- [Stored data entries]:
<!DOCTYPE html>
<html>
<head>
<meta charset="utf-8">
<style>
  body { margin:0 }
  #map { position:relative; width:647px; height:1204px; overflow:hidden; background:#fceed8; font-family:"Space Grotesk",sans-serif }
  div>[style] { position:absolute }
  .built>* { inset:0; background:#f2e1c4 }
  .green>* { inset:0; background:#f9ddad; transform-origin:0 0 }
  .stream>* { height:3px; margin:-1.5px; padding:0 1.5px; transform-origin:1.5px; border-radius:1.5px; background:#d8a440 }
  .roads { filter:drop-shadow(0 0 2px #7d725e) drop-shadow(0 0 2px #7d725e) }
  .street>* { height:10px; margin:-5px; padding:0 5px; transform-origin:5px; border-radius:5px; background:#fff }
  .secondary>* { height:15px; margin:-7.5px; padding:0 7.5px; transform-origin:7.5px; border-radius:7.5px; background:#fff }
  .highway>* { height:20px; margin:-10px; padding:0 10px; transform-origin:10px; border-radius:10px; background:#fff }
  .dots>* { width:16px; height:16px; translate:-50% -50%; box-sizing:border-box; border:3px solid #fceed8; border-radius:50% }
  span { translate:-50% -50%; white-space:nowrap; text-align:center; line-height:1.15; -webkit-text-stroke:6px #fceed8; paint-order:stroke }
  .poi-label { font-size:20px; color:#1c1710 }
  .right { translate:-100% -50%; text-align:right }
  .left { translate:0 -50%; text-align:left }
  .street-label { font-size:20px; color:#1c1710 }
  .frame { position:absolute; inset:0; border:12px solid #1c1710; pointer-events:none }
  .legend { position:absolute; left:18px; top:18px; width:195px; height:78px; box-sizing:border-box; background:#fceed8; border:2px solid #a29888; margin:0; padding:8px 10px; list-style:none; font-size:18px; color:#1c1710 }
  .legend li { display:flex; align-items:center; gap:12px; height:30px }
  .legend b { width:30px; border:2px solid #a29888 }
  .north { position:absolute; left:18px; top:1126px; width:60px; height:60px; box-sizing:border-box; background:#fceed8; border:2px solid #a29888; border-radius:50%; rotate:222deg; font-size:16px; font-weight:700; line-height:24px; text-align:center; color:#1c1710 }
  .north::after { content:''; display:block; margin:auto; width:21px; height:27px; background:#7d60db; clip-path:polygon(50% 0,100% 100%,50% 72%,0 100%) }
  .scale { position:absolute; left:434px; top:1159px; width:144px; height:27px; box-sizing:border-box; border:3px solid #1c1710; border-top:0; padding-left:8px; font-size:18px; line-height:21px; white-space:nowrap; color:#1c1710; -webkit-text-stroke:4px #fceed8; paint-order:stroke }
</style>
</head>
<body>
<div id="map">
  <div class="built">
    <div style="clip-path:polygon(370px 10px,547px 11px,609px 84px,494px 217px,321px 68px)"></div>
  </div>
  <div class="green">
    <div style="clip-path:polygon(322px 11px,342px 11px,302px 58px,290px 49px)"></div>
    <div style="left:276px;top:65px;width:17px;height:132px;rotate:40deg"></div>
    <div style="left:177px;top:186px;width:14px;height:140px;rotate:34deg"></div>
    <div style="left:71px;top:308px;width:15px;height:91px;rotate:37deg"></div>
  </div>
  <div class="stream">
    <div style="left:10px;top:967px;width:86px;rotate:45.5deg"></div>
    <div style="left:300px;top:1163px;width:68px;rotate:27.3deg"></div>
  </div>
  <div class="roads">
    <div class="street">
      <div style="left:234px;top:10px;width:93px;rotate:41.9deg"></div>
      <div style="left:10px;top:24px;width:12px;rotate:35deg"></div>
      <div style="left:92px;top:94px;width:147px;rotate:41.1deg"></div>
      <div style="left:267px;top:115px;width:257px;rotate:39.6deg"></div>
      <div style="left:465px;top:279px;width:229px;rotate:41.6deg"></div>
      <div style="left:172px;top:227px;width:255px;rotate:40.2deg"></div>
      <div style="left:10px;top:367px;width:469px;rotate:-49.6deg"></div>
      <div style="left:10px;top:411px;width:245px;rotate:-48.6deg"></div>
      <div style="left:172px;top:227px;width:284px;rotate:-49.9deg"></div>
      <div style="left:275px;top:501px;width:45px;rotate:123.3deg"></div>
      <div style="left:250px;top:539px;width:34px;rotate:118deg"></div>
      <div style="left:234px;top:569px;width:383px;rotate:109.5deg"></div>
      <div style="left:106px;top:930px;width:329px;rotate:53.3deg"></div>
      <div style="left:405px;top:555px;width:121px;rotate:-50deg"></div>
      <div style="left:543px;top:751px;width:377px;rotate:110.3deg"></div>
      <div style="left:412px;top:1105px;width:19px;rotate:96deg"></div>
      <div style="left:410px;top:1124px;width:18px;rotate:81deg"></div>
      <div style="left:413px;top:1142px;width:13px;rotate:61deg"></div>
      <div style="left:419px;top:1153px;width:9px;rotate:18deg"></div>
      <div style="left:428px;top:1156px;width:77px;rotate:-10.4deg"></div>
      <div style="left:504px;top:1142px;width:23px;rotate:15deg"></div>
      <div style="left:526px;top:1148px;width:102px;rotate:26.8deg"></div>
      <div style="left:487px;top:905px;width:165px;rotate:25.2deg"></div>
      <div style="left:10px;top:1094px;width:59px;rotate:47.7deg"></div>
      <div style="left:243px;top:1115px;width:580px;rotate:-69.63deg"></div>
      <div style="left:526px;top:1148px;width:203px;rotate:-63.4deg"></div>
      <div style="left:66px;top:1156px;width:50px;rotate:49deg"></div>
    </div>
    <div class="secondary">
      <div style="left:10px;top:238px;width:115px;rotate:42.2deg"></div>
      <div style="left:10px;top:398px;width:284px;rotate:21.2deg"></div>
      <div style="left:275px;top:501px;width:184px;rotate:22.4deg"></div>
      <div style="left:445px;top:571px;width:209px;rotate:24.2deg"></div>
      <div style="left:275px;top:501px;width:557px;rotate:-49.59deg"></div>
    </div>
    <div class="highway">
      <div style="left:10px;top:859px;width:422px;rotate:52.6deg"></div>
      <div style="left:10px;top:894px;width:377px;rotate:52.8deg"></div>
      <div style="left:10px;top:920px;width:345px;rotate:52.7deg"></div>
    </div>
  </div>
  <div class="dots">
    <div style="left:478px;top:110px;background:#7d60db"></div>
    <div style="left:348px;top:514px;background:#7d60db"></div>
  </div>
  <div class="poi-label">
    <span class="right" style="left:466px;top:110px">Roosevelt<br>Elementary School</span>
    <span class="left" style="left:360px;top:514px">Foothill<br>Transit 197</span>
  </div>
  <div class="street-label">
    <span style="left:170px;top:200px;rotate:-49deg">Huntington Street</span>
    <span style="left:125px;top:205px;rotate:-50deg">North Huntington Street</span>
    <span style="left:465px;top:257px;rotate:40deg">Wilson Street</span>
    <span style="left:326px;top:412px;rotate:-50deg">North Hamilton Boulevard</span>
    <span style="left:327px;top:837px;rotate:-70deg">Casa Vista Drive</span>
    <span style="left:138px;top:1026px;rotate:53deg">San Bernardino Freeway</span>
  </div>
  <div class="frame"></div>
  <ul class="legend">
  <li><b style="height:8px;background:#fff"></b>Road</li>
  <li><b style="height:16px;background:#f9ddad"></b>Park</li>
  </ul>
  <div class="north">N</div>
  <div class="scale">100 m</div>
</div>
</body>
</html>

- [What is required]:
Lines from the start of the records through the one containing "height:3px; margin:-1.5px; padding:0" are what should be retyped, exactly and in full, both ends included.

- [Written reply]:
<!DOCTYPE html>
<html>
<head>
<meta charset="utf-8">
<style>
  body { margin:0 }
  #map { position:relative; width:647px; height:1204px; overflow:hidden; background:#fceed8; font-family:"Space Grotesk",sans-serif }
  div>[style] { position:absolute }
  .built>* { inset:0; background:#f2e1c4 }
  .green>* { inset:0; background:#f9ddad; transform-origin:0 0 }
  .stream>* { height:3px; margin:-1.5px; padding:0 1.5px; transform-origin:1.5px; border-radius:1.5px; background:#d8a440 }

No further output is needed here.